Фуражка нависала на уши, мундир болтался, как на вешалке, и, выдавая едва заметную кривизну ног, жестяными раструбами топорщились голенища сапог. В зеркале качнулось раскрасневшееся лицо Линькова.

- А ты знаешь, зачем эти трюмо? - скорчив рожицу, спросил он. Строевую отрабатывать. С самим собой! Во дают!

Приковылял Нестеров. Жалостно признался:

- Не клеится у меня. Ну хоть ты что... Вместе с левой ногой левая рука поднимается... Какой-то я недоконструированный...

Капли пота скатывались по его щекам, оставляя грязноватые бороздки.

В тот день Андрей еле дождался отбоя. Вытягивая в постели затекшие, сделавшиеся чужими ноги, он долго размышлял о превратностях судьбы, о воле чистого случая, по которому попал в РПК, о будущем, которое виделось ему теперь лишь горячим, отшлифованным подошвами серым плацем, покачиванием бесконечных шеренг, вздрагивающих от ударов барабана... "А этот сержант... - с раздражением вспомнил Андрей. - Тоже еще фокусник... Носки врозь... Кто дал ему право?"

Белый парашют - его мечта - покачивался в синеющем окне.

"Только в ВДВ, только в ВДВ", - повторял про себя Андрей.

Патешонков тоже не спал, вздыхая, ворочался рядом.

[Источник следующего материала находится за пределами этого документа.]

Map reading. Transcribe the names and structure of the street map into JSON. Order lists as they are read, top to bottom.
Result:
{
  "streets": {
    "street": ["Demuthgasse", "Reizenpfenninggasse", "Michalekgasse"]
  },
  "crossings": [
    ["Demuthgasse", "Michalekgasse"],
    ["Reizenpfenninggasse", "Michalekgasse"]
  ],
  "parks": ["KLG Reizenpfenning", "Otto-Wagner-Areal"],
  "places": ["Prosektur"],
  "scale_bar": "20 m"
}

- Послушай, Руслан! - позвал Андрей как можно тише. - Ну их к аллаху, а? Махнем в ВДВ? Я больше не могу, понимаешь, не могу... Мне этот плац уже снится.

- Как это - махнем? - приподнялся Патешонков. - Да это же... особая рота!

- Особая топать?

- Выбрось из головы! - угрожающе прошептал Патешонков. - Ты же знаешь... Перевод может разрешить только сам министр...

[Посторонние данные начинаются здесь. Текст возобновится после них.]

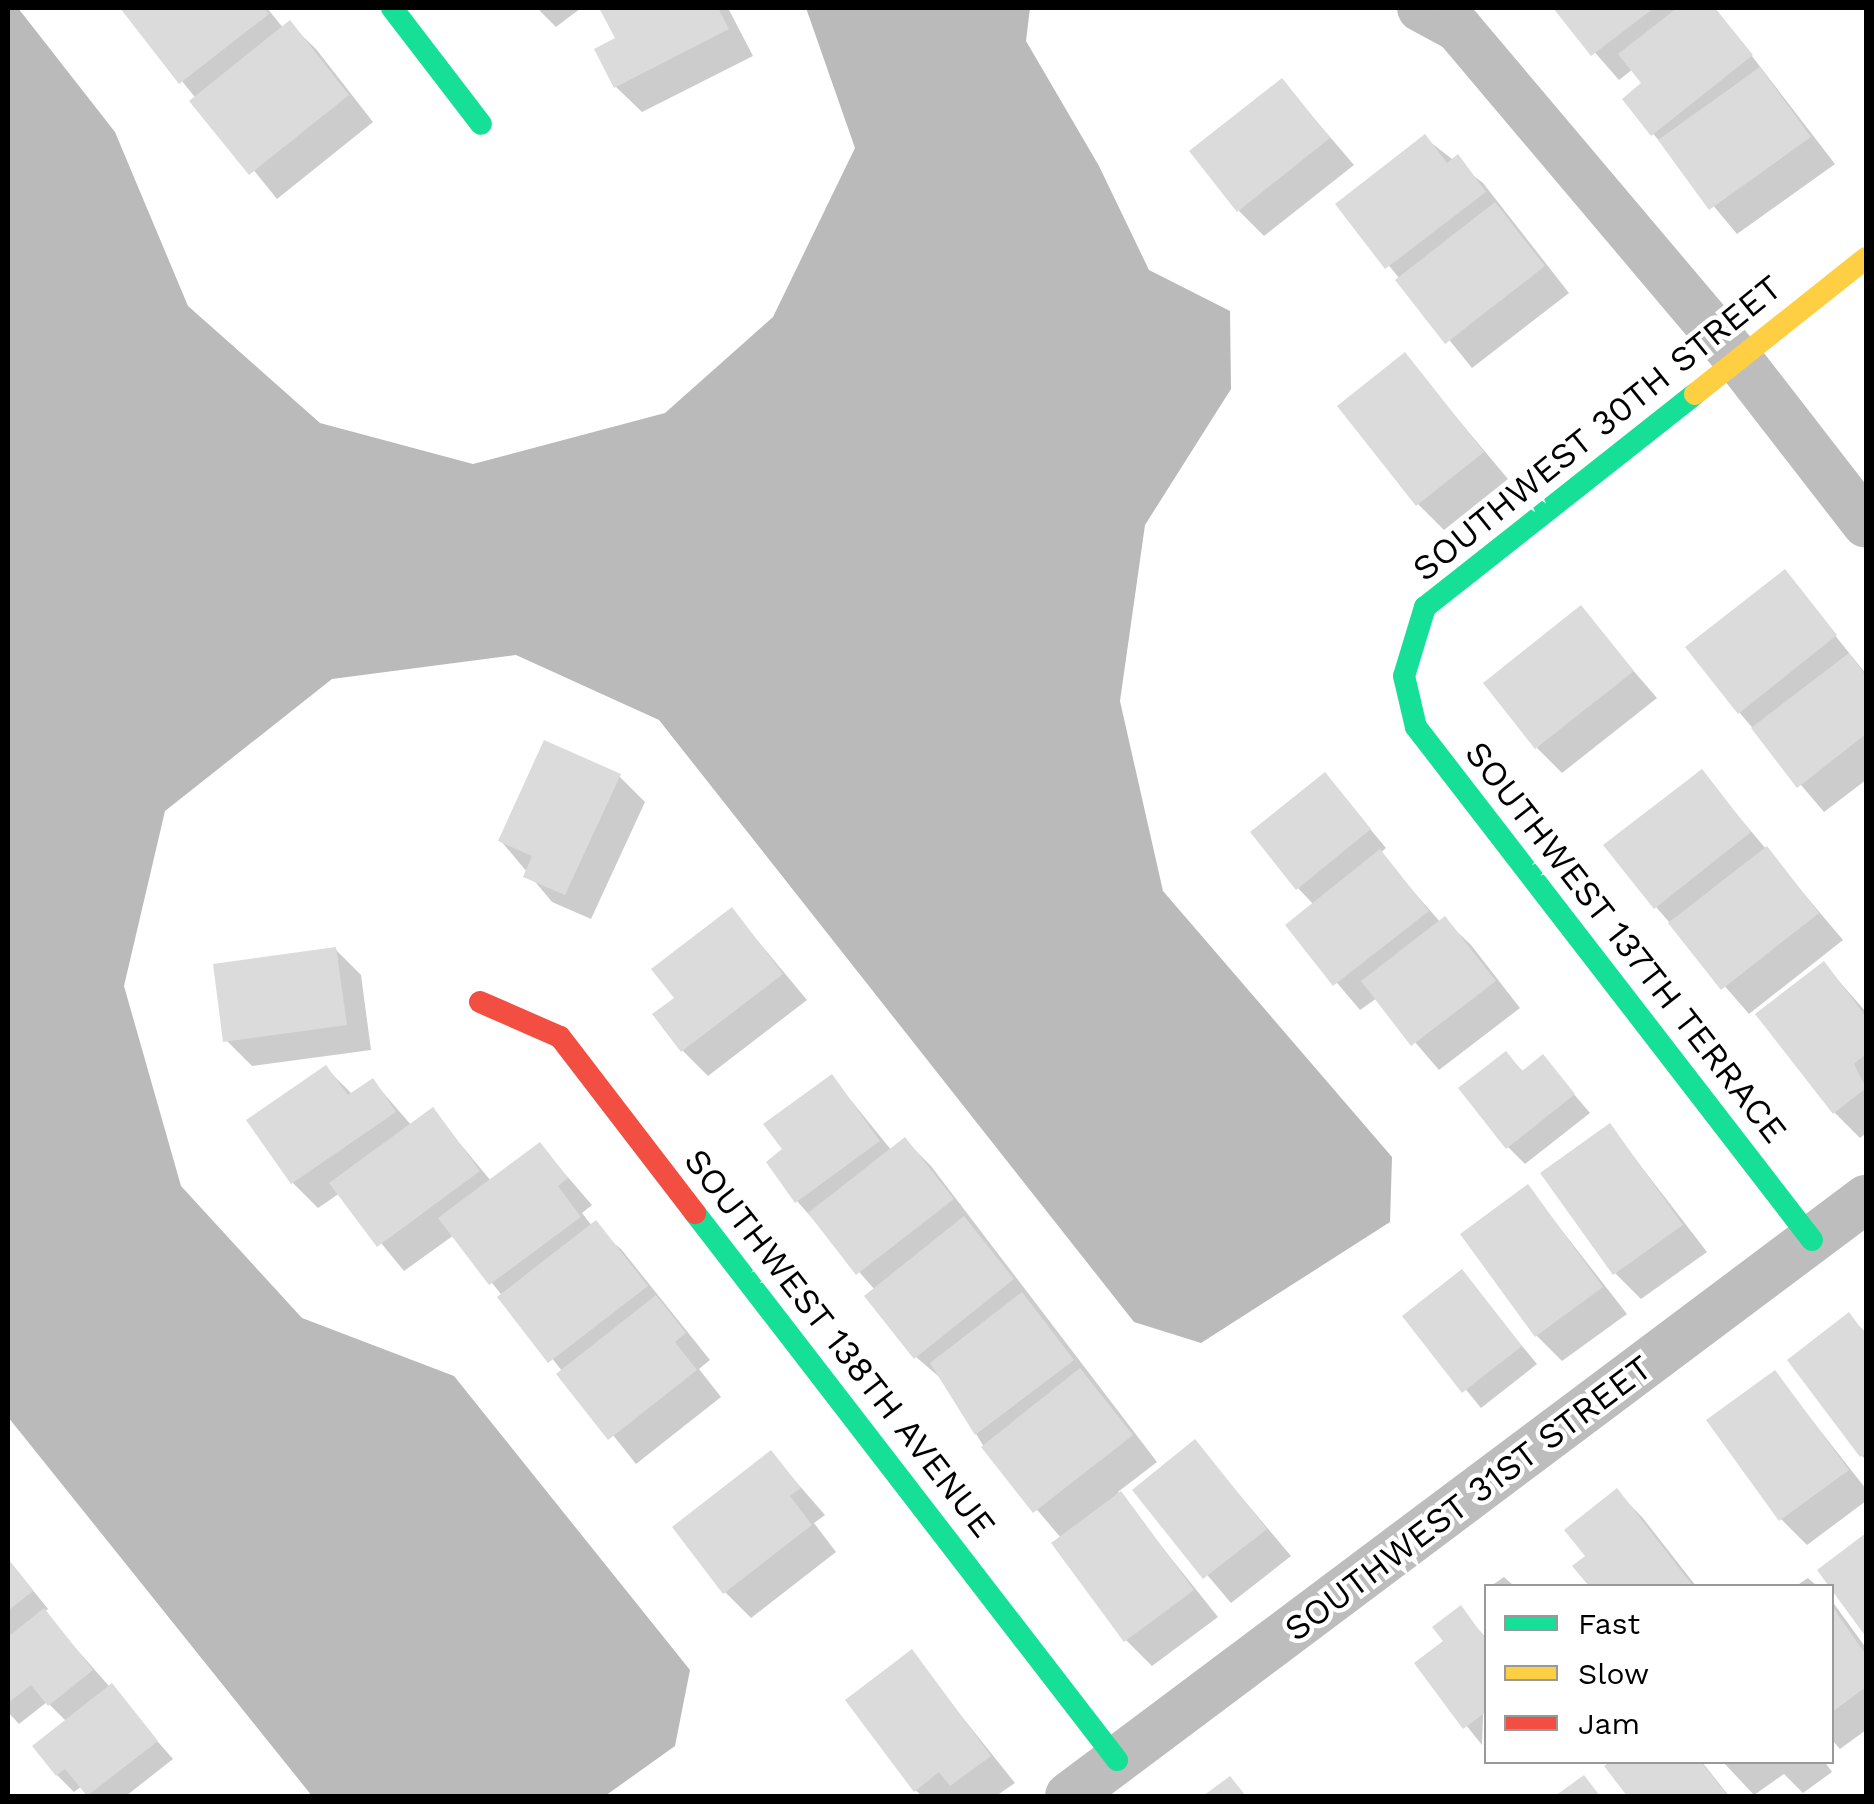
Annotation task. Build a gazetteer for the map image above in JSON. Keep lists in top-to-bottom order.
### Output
{
  "streets": {
    "street": [
      "SOUTHWEST 30TH STREET",
      "SOUTHWEST 137TH TERRACE",
      "SOUTHWEST 138TH AVENUE",
      "SOUTHWEST 31ST STREET"
    ]
  },
  "crossings": [
    ["SOUTHWEST 30TH STREET", "SOUTHWEST 137TH TERRACE"],
    ["SOUTHWEST 137TH TERRACE", "SOUTHWEST 31ST STREET"],
    ["SOUTHWEST 138TH AVENUE", "SOUTHWEST 31ST STREET"]
  ],
  "legend": ["Fast", "Slow", "Jam"]
}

- А что министр? Напишу министру! - как о само собой разумеющемся сказал Андрей.

Но холмистый силуэт на соседней кровати больше не шевельнулся. Раздался тихий притворный храп.

"Напишу, - решил Андрей, все больше распаляясь от собственной идеи, озарившей беспросветный сумрак завтрашних дней. - Завтра же узнаю адрес и напишу".

И он представил, как закругленно выведет на тетрадном листе: "Министру обороны Союза ССР... Заявление".

Нет, точнее будет: "Рапорт". Но не слишком ли официально? Ведь он не докладывает о чем-то государственно важном... Ведь это всего-навсего личная просьба. Конечно, проще и правильнее: "Заявление".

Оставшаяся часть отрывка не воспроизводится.